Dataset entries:
--------------------------------
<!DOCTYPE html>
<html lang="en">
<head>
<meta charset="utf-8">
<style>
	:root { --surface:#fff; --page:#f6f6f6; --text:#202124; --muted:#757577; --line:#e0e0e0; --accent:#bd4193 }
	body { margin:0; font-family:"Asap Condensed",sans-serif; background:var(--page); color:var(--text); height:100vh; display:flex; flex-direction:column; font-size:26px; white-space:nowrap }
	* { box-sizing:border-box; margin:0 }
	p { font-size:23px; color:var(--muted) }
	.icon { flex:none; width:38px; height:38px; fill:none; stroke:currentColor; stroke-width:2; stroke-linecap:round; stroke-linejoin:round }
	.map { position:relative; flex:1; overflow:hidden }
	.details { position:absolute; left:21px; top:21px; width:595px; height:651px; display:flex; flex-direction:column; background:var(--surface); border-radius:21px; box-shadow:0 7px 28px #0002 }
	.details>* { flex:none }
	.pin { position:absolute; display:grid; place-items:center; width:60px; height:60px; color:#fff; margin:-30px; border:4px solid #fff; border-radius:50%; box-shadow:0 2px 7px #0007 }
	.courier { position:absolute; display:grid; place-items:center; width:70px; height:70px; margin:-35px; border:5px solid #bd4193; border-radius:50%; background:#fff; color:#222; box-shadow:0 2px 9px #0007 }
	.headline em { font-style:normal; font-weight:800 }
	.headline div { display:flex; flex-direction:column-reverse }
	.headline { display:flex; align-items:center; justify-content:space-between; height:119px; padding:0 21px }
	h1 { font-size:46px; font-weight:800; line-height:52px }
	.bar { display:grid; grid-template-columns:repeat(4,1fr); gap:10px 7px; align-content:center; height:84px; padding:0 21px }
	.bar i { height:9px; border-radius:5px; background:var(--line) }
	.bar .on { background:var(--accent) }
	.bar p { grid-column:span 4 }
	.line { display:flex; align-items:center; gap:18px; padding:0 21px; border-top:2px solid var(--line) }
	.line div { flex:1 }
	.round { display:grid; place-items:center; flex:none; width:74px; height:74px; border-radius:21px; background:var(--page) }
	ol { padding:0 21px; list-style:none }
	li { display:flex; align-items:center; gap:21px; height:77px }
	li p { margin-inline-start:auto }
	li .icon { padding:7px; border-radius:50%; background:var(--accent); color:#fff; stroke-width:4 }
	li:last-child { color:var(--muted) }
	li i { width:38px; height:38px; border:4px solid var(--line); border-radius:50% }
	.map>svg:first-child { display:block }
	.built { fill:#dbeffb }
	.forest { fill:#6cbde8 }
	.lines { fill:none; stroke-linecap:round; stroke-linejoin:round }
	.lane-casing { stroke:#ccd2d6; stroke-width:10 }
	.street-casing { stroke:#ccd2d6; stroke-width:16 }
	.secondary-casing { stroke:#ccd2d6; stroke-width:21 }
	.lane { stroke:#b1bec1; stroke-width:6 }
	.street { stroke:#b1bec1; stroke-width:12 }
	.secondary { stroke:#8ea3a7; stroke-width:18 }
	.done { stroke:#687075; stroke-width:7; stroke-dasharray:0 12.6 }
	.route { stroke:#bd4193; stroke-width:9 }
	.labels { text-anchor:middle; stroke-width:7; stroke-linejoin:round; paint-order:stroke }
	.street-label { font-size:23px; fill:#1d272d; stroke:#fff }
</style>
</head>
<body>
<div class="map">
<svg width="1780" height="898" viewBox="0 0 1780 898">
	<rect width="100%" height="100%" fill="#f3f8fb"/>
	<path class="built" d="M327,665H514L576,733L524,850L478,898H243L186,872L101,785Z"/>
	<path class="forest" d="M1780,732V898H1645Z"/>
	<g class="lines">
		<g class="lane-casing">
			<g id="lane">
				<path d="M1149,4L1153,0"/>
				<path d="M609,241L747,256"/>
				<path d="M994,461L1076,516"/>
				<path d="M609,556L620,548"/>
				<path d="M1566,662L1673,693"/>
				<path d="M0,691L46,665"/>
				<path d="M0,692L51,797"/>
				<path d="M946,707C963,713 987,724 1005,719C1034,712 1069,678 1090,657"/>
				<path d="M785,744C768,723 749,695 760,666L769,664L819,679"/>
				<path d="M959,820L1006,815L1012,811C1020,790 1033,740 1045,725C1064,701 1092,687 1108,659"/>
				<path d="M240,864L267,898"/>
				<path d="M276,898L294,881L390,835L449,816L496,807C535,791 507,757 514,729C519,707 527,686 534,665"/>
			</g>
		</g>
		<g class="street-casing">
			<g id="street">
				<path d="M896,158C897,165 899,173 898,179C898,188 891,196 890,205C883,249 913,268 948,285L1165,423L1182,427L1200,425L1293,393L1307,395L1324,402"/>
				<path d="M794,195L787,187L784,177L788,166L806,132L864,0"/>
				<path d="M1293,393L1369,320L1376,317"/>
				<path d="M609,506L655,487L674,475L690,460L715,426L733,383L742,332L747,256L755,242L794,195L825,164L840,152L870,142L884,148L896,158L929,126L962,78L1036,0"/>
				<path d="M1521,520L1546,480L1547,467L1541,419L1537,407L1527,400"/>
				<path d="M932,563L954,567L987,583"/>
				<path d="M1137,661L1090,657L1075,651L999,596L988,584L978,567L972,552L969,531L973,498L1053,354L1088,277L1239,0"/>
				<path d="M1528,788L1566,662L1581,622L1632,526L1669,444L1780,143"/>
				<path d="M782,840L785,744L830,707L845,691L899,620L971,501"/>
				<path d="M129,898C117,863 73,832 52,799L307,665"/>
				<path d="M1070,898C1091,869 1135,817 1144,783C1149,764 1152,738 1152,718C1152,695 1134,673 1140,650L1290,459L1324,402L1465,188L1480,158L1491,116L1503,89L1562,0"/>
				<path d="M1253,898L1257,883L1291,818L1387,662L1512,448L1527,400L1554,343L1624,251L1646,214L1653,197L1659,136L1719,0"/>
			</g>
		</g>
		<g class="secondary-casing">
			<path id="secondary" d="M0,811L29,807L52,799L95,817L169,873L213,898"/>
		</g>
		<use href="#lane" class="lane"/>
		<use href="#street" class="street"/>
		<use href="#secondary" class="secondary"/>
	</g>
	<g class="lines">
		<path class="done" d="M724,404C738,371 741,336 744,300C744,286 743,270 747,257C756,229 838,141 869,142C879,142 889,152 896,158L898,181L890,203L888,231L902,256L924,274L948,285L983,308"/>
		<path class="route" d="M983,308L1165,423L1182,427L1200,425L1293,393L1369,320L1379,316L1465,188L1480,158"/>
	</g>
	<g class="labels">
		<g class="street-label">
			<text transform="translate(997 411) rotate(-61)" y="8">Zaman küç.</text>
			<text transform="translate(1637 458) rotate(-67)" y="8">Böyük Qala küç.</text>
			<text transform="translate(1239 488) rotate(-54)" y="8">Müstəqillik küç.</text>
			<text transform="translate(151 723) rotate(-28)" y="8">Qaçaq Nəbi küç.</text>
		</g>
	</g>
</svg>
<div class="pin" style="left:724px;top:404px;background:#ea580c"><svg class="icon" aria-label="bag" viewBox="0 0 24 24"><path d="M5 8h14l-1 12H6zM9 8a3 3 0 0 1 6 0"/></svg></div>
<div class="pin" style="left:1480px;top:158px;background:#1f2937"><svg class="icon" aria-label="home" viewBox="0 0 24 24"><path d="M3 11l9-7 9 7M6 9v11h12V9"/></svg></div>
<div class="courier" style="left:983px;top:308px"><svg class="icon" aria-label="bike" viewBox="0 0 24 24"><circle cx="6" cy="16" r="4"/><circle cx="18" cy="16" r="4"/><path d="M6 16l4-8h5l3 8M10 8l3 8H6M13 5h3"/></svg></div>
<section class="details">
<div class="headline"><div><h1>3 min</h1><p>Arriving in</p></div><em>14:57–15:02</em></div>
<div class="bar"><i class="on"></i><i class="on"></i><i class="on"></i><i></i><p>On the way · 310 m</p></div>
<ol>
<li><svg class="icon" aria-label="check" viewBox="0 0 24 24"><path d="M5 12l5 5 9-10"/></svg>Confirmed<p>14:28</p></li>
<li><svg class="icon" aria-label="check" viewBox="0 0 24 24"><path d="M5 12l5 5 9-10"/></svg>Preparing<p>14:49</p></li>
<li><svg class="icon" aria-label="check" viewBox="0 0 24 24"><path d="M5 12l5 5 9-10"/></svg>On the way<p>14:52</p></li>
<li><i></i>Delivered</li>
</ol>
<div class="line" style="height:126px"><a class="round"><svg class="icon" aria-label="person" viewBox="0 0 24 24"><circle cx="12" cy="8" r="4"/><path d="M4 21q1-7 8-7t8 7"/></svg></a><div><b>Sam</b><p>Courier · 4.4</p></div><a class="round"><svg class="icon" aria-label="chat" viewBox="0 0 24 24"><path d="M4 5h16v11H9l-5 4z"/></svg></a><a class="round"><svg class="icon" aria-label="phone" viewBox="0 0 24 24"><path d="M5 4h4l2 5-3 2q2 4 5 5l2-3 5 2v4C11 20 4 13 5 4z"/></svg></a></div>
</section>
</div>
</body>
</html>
--------------------------------
TASK:
From the first line of the records above to the line that contains "flex:none; width:38px; height:38px;", quote each line exactly.

SOLUTION BELOW:
<!DOCTYPE html>
<html lang="en">
<head>
<meta charset="utf-8">
<style>
	:root { --surface:#fff; --page:#f6f6f6; --text:#202124; --muted:#757577; --line:#e0e0e0; --accent:#bd4193 }
	body { margin:0; font-family:"Asap Condensed",sans-serif; background:var(--page); color:var(--text); height:100vh; display:flex; flex-direction:column; font-size:26px; white-space:nowrap }
	* { box-sizing:border-box; margin:0 }
	p { font-size:23px; color:var(--muted) }
	.icon { flex:none; width:38px; height:38px; fill:none; stroke:currentColor; stroke-width:2; stroke-linecap:round; stroke-linejoin:round }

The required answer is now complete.